What and How of Phishing

What and How of Phishing

Phishing is a technique for fraudulently obtaining various private information like user ID, Password, Card details, PIN, DOB, CVV etc. This is by far the most common type of social engineering attack.

Modus operandi:

Hacker sets up a page looking very similar to the bank or shopping website. Bulk email has been sent to the available mobile number with link to the fraudulent website, and users are asked to login. Sometime this type of website pop up while someone browsing in internet, with catchy phrase.

When user click the link the fraudulent site opens and unaware user provide the user id, password and other critical details in the website, from which the hackers got the data and the user is directed to actual website.

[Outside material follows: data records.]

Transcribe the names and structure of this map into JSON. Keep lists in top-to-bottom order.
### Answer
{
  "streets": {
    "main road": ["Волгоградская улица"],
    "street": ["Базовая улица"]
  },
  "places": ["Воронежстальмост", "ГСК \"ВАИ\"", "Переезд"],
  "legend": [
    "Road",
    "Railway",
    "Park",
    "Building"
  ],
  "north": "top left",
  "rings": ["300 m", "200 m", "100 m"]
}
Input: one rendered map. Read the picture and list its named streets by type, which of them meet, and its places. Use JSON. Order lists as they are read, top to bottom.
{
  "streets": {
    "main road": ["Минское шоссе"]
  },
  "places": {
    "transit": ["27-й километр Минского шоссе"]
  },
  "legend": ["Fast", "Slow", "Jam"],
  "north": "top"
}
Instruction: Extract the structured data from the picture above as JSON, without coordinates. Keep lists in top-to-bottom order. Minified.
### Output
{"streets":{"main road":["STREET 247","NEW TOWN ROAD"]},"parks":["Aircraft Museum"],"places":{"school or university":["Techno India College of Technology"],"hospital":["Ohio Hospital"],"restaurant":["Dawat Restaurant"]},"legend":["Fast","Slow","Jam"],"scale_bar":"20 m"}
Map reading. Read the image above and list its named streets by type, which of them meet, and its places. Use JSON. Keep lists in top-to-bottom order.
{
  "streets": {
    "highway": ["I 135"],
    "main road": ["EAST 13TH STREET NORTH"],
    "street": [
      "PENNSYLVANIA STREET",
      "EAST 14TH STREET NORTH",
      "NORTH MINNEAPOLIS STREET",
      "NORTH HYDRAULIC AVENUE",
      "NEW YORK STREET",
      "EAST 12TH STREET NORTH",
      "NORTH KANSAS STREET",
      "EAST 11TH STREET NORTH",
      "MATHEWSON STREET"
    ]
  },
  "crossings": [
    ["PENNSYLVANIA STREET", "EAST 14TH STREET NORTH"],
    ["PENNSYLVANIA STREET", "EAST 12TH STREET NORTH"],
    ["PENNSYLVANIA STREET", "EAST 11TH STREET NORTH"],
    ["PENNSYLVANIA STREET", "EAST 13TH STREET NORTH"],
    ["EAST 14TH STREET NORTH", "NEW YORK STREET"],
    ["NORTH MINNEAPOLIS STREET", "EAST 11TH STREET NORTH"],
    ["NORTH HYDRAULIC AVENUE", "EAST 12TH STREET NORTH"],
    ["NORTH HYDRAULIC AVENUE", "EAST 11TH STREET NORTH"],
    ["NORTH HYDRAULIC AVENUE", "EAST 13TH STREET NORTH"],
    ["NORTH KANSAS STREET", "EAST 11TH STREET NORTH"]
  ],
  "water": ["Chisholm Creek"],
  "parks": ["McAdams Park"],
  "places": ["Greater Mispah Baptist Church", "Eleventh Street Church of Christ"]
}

User are unware about this data theft.

This collected data to be used by hacker in future, resulting a devastated consequence for the user, who become victim of the cyber fraud.

Hacker uses a combination of Phishing (Email), Smishing (SMS), Vishing (Voice) technique altogether a psychological ploy to extract the data and subsequent duping of user.

How to avoid phishing?

• Do not open spam email, or email send from user you do not know.
• Be cautious about email, that
  • Ask for personal information,
  • Instigate some threats (viz. electricity line to be cut)
  • Instigate greed (Avoid too good to be true offer)
  • Ask for some immediate actions.
• Think before you click any attachment or link
• Protect your computer or mobile using effective antivirus and/or anti spyware
• Access your bank site by typing URL in the address bar of your browser only, rather than from received link, even from search engine.